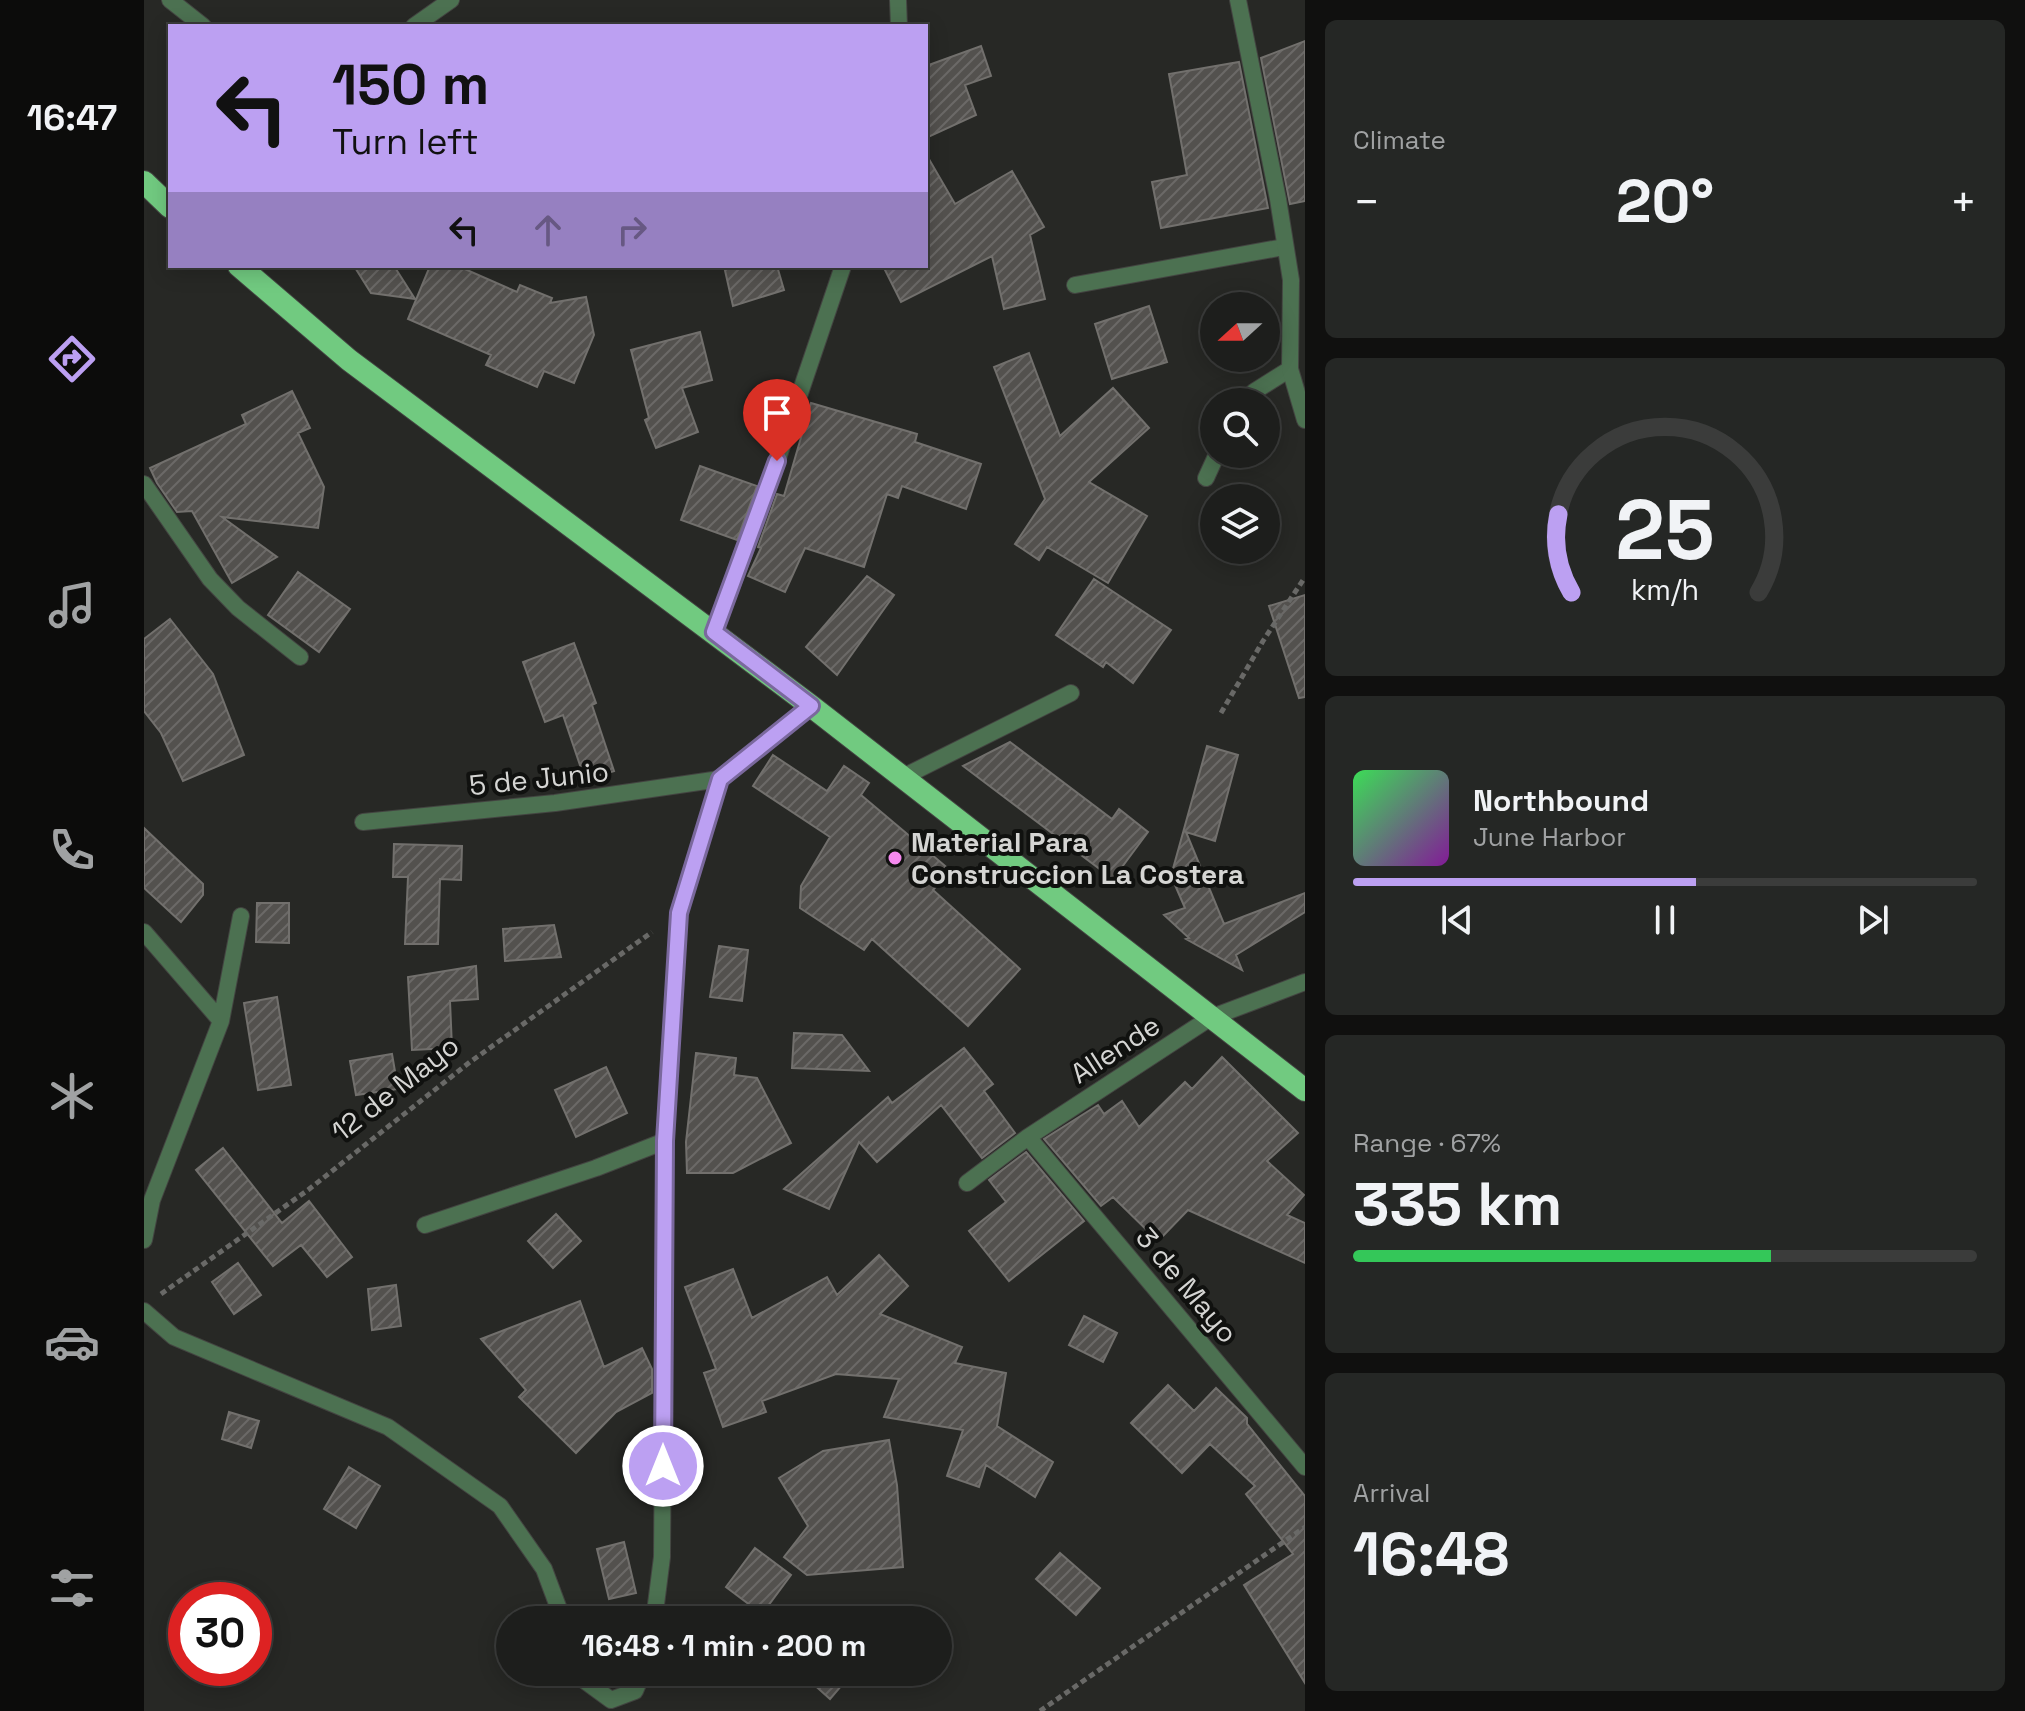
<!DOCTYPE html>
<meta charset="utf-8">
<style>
body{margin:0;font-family:"Space Grotesk",sans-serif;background:#252725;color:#f1f3f6;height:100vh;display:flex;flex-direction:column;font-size:30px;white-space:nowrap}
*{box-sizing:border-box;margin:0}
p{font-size:26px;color:#a0a2a3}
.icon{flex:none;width:44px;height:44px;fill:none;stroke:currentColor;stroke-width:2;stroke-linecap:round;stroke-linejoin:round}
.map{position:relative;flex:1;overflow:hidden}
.sheet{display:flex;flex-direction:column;gap:20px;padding:20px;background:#10100f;width:720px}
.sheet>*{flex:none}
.banner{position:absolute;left:24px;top:24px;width:760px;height:244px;border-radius:0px;box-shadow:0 4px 20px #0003,0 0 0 2px #3b3c3b;background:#bca0f2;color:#111;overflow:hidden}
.needle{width:52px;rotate:249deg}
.buttons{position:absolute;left:1056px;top:292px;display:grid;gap:16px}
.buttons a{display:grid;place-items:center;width:80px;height:80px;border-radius:50%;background:#1d1e1c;box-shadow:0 4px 20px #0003,0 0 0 2px #3b3c3b;font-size:40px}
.speed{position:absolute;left:24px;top:1582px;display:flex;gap:16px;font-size:40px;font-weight:700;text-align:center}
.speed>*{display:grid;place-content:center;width:104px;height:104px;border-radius:50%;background:#1d1e1c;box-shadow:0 4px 20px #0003,0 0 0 2px #3b3c3b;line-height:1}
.speed .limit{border:12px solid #d22;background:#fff;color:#111}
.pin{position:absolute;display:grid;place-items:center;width:68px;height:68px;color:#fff;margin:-82px -34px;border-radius:50% 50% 50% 0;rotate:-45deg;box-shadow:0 0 8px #0007}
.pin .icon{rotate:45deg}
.me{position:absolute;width:88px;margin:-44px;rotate:0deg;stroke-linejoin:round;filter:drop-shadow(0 0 6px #0008)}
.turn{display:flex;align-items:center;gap:28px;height:168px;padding:0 32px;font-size:36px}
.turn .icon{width:104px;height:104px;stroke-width:2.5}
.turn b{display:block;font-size:56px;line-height:68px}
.lanes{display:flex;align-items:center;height:76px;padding:0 32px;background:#0003;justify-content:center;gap:40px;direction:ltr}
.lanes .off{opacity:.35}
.big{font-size:60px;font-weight:700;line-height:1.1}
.sheet .widget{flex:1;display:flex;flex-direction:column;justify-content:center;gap:12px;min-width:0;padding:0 28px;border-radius:12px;background:#252725}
.sheet .dial{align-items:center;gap:0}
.dial svg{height:208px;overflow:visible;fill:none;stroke:#3b3c3b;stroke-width:7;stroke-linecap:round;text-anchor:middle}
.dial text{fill:#f1f3f6;stroke:none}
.song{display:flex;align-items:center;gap:24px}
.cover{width:96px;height:96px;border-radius:12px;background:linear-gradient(135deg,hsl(130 70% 55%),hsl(290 70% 35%))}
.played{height:8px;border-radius:4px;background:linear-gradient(90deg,#bca0f2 55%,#3b3c3b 55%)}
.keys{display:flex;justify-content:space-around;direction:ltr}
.heat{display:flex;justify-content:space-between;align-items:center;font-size:44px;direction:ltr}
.charge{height:12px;border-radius:6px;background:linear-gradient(90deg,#34c759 67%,#3b3c3b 0)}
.trip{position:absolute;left:352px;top:1606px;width:456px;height:80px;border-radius:40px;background:#1d1e1c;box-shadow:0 4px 20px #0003,0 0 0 2px #3b3c3b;font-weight:700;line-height:80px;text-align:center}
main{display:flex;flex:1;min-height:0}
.tab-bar{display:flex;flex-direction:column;width:144px;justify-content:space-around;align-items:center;background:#0c0c0b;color:#a0a2a3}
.tab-bar .icon{width:56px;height:56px}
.tab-bar .on{color:#bca0f2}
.tab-bar b{font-size:36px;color:#f1f3f6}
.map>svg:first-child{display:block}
</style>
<main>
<nav class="tab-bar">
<b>16:47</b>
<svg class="icon on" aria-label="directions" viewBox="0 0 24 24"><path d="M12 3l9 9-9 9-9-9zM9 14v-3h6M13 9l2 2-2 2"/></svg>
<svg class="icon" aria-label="music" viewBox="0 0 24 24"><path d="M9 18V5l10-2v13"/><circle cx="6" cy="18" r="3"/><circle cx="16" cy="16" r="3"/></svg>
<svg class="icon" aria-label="phone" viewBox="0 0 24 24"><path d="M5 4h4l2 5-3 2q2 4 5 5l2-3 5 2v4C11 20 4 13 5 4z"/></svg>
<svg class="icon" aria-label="climate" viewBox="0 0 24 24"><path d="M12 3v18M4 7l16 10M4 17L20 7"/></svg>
<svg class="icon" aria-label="car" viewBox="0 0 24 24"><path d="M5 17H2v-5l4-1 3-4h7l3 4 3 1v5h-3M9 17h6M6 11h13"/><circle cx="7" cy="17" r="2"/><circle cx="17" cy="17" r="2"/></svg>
<svg class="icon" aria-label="filters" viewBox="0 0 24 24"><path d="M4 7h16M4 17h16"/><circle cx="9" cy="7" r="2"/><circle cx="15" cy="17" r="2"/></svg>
</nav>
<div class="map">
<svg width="1161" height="1711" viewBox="0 0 1161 1711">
<defs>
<pattern id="building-hatch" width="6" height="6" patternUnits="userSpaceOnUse" patternTransform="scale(2)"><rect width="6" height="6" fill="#53514e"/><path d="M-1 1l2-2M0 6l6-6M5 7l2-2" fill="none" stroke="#6b6967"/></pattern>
</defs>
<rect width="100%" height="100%" fill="#272825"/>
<path fill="url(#building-hatch)" stroke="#72706d" stroke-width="2" d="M1161,41v160l-15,3 -29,-146z
M837,46l10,30 -26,9 11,30 -50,23v-72z
M1095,62l29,146 -107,20 -9,-46 35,-7 -18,-101z
M782,154l29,50 57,-33 32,56 -14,8 15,64 -41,10 -12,-53 -91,46 -18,-36h43z
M210,266h40l21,33 -44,-6z
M286,266h28l59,26 3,-7 32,13 -2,5 36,-6 8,38 -20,48 -30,-12 -7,16 -51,-22 5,-10 -83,-36z
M580,266h53l7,24 -51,16z
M1005,306l18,56 -55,17 -17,-55z
M556,332l12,48 -30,8 16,44 -42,16 -11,-28 4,-2 -18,-68z
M885,353l31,83 53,-48 36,40 -60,54 58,34 -39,67 -61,-36 -8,13 -24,-16 30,-45 -51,-132z
M148,391l18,37 -12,5 26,54 -6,41 -96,-11 55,40 -45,26 -40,-72 -15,1 -20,-29 -7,-15 96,-44 -4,-9z
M667,403l106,31 -2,8 66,22 -15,45 -64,-23 -4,12 -11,-4 -23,73 -59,-19 -20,44 -37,-16 13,-28 -3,-1 19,-53 7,2z
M556,466l57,20 -20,54 -56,-20z
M154,572l52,37 -31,43 -51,-37z
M723,576l27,19 -57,80 -31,-28z
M950,579l77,51 -38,53 -27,-21 -3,5 -47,-32z
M1161,595v102l-6,1 -30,-92z
M26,619l43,55 31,81 -61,26 -22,-48 -17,-22v-72z
M430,643l22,60 -4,2 22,66 -29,9 -22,-65 -18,7 -22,-60z
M866,742l102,77 7,-10 29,23 -35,47 -150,-113z
M1063,746l31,9 -23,86 -29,-9 38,92 81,-31v19l-69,43 6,15 -56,-31 3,-1 -25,-23 21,-7 -14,-32z
M629,755l54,36 17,-25 25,17 -8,12 89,75 -17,20 87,79 -52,57 -96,-87 -8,11 -64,-42 1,-22 29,-49 -77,-51z
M0,828l59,56v11l-22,27 -37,-34z
M250,844l68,2 -1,34 -21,-1 -2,65h-33l3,-67h-15z
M113,903h32v40l-33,-1z
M410,925l7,32 -56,4 -2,-32z
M575,946l29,4 -6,51 -32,-4z
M332,966l2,33 -28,2 2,47 -40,2 -4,-73z
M133,997l14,88 -33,5 -14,-87z
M650,1033l48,2 27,36 -77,-3z
M820,1048l29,36 -9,7 31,42 -33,25 -41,-53 -64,57 -18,-20 -30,67 -45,-20 104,-92 4,6z
M552,1053l40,5 -2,17 23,3 34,65 -58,30h-46l-1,-31z
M248,1054l6,35 -42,6 -6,-34z
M1078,1057l76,76 -31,28 37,34 -17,20 18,8v40l-117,-53 -30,31 -45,-44 -12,9 -57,-67 54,-34 6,9 18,-13 17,26 46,-45 7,7z
M462,1067l21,46 -51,24 -21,-47z
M79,1148l59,75 27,-22 43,56 -25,20 -26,-32 -28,21 -77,-96z
M882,1152l58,69 -75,60 -40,-50 37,-29 -17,-22z
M412,1214l25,27 -28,27 -25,-27z
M735,1255l29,31 -28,28 82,33 -7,16 51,10 -9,53 56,36 -18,35 -49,-32 -7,22 -32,-11 16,-46 -79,-13 15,-38 -63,-5 -74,27 4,11 -43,15 -19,-54 12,-4 -31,-82 48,-18 19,49 75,-41 10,18z
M94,1263l23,32 -27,19 -22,-32z
M252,1285l5,41 -29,4 -4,-41z
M436,1301l24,66 38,-19 10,21v24l-36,19 -40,41 -57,-56 7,-7 -45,-51z
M940,1316l33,17 -14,29 -34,-17z
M1024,1385l26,26 22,-23 31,30v6l58,72v187l-61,-98 49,-31 -47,-60 9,-8 -45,-42 -28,29 -51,-50z
M85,1412l30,9 -8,27 -29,-9z
M745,1440l8,45 6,82 -96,8 -23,-18 24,-31 -29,-48 44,-27z
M205,1467l31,19 -24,42 -32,-19z
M480,1542l12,51 -27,6 -12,-50z
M611,1548l36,27 -29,39 -36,-27z
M916,1553l40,35 -24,27 -40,-36z
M656,1672h53l-23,27z"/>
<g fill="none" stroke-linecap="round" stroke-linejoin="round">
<g stroke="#434441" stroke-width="18">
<path id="service" d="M931,285l209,-38
M1099,402l12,-11 35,-22
M1062,478l11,-24
M759,777l168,-84"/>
</g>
<g stroke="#434441" stroke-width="18">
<path id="minor" d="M26,0l33,26
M754,0l1,26
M1094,0l40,199 13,81 -1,89 15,51
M270,26l37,-26
M0,484l66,95 28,29 62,49
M570,632l44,-115 85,-251
M219,822l192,-19 165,-24
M0,932l77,89
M884,1137l277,330
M823,1183l61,-46 182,-119 95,-36
M281,1225l171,-57 69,-27
M0,1240l8,-40 69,-179 20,-105
M0,1311l30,26 214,90 112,79 44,63 19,51
M510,1620l8,-63 3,-416 14,-228 41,-134 91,-73
M438,1672l3,9 26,19
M467,1700l24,-9 8,-19"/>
</g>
<g stroke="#434441" stroke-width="24">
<path id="trunk" d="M0,182l26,25
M95,266l110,94 462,346 494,384"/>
</g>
<path stroke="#696967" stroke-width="5" stroke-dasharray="6 4" stroke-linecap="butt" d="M1077,713l42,-72 42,-64
M17,1294l147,-104 162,-128 182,-130
M896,1711l265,-184"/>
<use href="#service" stroke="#4c7151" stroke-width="16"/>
<use href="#minor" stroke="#4c7151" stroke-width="16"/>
<use href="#trunk" stroke="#71ca80" stroke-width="22"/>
</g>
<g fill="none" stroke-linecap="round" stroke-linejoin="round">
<g stroke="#7a689d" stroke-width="20">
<path id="route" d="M519,1466l2,-325 14,-228 41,-134 91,-73 -97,-74 63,-171"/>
</g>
<use href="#route" stroke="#bca0f2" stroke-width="14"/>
</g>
<circle fill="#f589ee" stroke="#10110f" stroke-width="3" cx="751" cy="858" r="8"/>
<g text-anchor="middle" stroke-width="8" stroke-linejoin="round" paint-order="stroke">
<g font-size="28" fill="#d5d5d3" stroke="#10110f">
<text transform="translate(395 778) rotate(-6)" y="10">5 de Junio</text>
<text transform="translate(971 1049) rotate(-33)" y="10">Allende</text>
<text transform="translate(251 1088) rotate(-38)" y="10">12 de Mayo</text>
<text transform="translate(1043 1285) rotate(50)" y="10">3 de Mayo</text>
</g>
<g font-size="28" font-weight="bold" fill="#d5d5d3" stroke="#10110f" text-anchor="start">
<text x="767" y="852">Material Para<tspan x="767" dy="32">Construccion La Costera</tspan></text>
</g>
</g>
</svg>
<div class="buttons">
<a><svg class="needle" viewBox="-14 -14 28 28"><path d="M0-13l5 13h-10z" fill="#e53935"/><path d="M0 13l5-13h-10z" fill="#a0a2a3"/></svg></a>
<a><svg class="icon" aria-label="search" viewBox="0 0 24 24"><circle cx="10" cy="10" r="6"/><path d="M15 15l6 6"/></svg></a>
<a><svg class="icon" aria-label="layers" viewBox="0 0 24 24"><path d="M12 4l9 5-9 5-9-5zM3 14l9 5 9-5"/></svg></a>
</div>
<div class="speed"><div class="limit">30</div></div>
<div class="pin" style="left:633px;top:461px;background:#d93025"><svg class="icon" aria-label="arrive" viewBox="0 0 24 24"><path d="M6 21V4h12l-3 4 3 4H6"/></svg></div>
<svg class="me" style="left:519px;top:1466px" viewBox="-20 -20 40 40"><circle r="17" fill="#bca0f2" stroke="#fff" stroke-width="3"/><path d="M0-11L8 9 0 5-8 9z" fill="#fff"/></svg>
<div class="trip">16:48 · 1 min · 200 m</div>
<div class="banner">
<div class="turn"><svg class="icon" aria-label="left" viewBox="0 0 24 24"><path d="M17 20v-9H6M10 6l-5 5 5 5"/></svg><div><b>150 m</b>Turn left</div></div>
<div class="lanes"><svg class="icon" aria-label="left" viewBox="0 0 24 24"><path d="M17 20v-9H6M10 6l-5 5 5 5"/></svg><svg class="icon off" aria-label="ahead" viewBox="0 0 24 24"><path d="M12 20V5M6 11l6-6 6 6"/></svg><svg class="icon off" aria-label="right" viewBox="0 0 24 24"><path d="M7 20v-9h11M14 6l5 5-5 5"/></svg></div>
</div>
</div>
<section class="sheet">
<div class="widget"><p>Climate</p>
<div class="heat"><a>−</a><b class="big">20°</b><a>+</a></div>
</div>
<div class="widget dial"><svg viewBox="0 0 100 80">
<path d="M14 69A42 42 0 1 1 86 69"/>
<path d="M14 69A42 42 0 0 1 9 39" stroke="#bca0f2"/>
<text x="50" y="56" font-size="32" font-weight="700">25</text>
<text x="50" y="72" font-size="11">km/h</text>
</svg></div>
<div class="widget">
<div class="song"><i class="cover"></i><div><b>Northbound</b><p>June Harbor</p></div></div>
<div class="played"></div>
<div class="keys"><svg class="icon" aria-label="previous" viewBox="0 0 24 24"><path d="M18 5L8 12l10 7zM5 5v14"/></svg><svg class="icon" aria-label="pause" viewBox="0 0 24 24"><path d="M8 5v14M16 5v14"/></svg><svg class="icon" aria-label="next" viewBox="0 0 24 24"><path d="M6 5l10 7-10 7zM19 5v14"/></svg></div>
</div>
<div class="widget"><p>Range · 67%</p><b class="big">335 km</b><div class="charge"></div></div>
<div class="widget"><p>Arrival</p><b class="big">16:48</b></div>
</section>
</main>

════

▶ _Task description_
Search the entries for the string "speed" and copy each line where it occurs.

▶ _Task response_
.speed{position:absolute;left:24px;top:1582px;display:flex;gap:16px;font-size:40px;font-weight:700;text-align:center}
.speed>*{display:grid;place-content:center;width:104px;height:104px;border-radius:50%;background:#1d1e1c;box-shadow:0 4px 20px #0003,0 0 0 2px #3b3c3b;line-height:1}
.speed .limit{border:12px solid #d22;background:#fff;color:#111}
<div class="speed"><div class="limit">30</div></div>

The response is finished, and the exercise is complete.